# [ABOUT THIS TASK]
Report each line of the records below that holds the word "above".

# [RECORD EXCERPTS]
▬▬▬

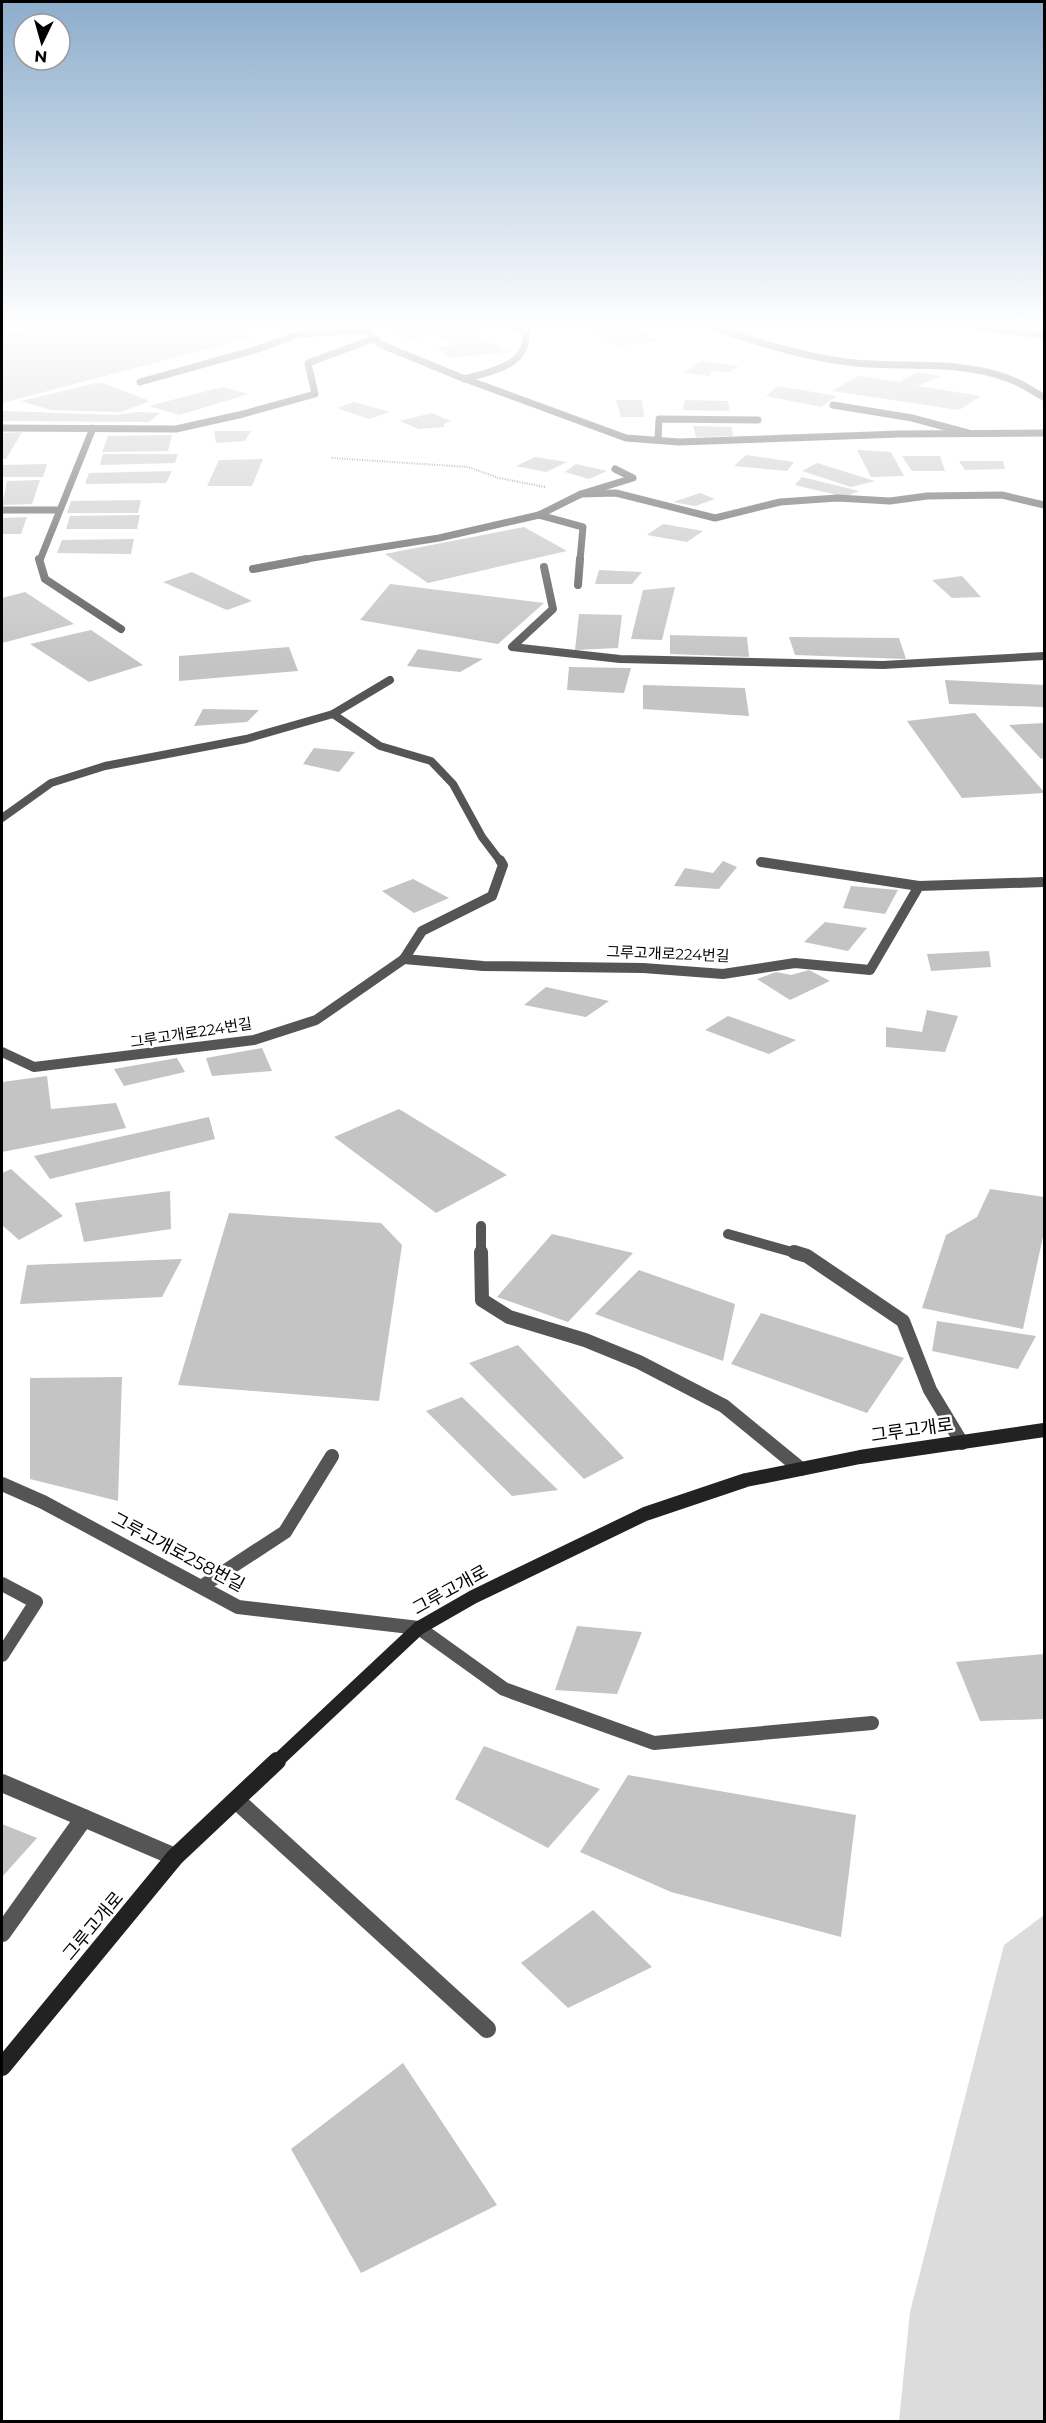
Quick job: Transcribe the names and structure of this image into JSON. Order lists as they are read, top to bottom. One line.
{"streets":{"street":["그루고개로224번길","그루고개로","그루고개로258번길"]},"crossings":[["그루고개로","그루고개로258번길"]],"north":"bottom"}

▬▬▬

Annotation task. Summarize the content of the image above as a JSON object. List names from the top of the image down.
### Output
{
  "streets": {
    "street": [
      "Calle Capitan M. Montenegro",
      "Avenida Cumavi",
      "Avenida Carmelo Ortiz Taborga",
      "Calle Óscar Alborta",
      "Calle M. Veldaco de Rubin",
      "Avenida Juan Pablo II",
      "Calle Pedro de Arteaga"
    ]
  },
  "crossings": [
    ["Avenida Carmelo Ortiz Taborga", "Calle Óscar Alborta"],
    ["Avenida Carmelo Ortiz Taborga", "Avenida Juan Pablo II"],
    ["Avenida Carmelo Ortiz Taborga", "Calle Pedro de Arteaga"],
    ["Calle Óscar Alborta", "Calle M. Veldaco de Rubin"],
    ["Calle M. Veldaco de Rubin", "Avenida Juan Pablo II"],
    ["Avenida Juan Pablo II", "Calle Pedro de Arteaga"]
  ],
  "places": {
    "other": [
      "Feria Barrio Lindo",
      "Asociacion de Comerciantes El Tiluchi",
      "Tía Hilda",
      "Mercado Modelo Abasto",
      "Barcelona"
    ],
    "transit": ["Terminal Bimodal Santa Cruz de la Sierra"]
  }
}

▬▬▬

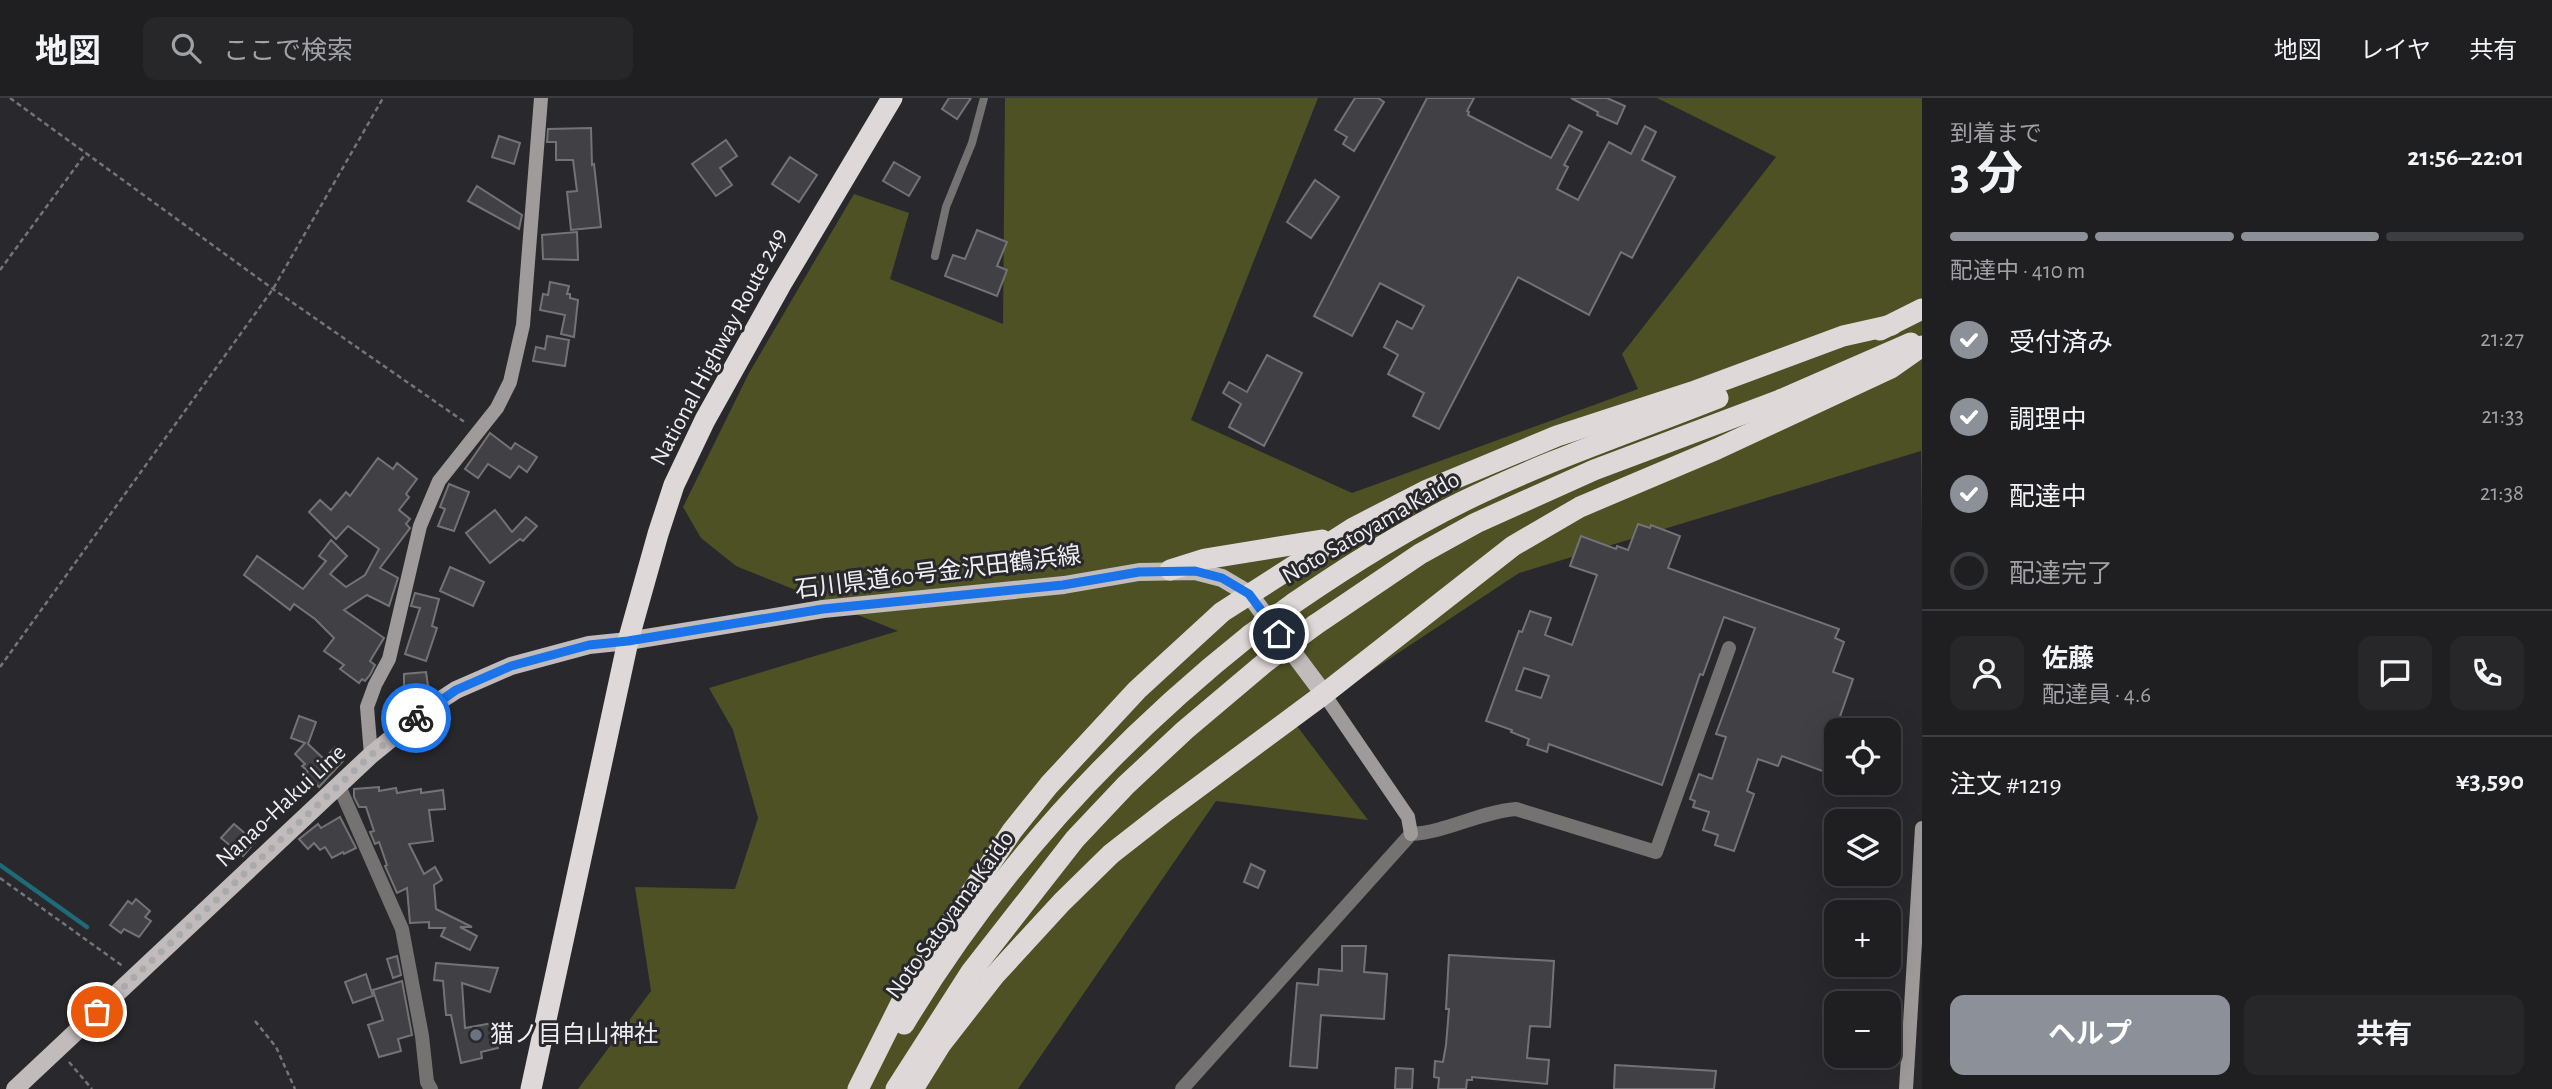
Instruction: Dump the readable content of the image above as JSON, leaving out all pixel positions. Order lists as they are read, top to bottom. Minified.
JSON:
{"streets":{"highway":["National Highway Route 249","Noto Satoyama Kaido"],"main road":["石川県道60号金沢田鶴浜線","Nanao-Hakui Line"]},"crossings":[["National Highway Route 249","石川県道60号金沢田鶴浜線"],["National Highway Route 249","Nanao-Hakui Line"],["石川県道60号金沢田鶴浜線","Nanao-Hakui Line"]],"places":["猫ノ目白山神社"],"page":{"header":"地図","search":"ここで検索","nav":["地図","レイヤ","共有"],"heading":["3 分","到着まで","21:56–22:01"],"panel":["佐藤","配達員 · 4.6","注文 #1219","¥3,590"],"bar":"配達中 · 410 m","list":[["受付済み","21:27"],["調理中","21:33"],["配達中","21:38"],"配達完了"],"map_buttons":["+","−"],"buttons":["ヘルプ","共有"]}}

▬▬▬

# [WRITTEN SOLUTION]
Annotation task. Summarize the content of the image above as a JSON object. List names from the top of the image down.
Instruction: Dump the readable content of the image above as JSON, leaving out all pixel positions. Order lists as they are read, top to bottom. Minified.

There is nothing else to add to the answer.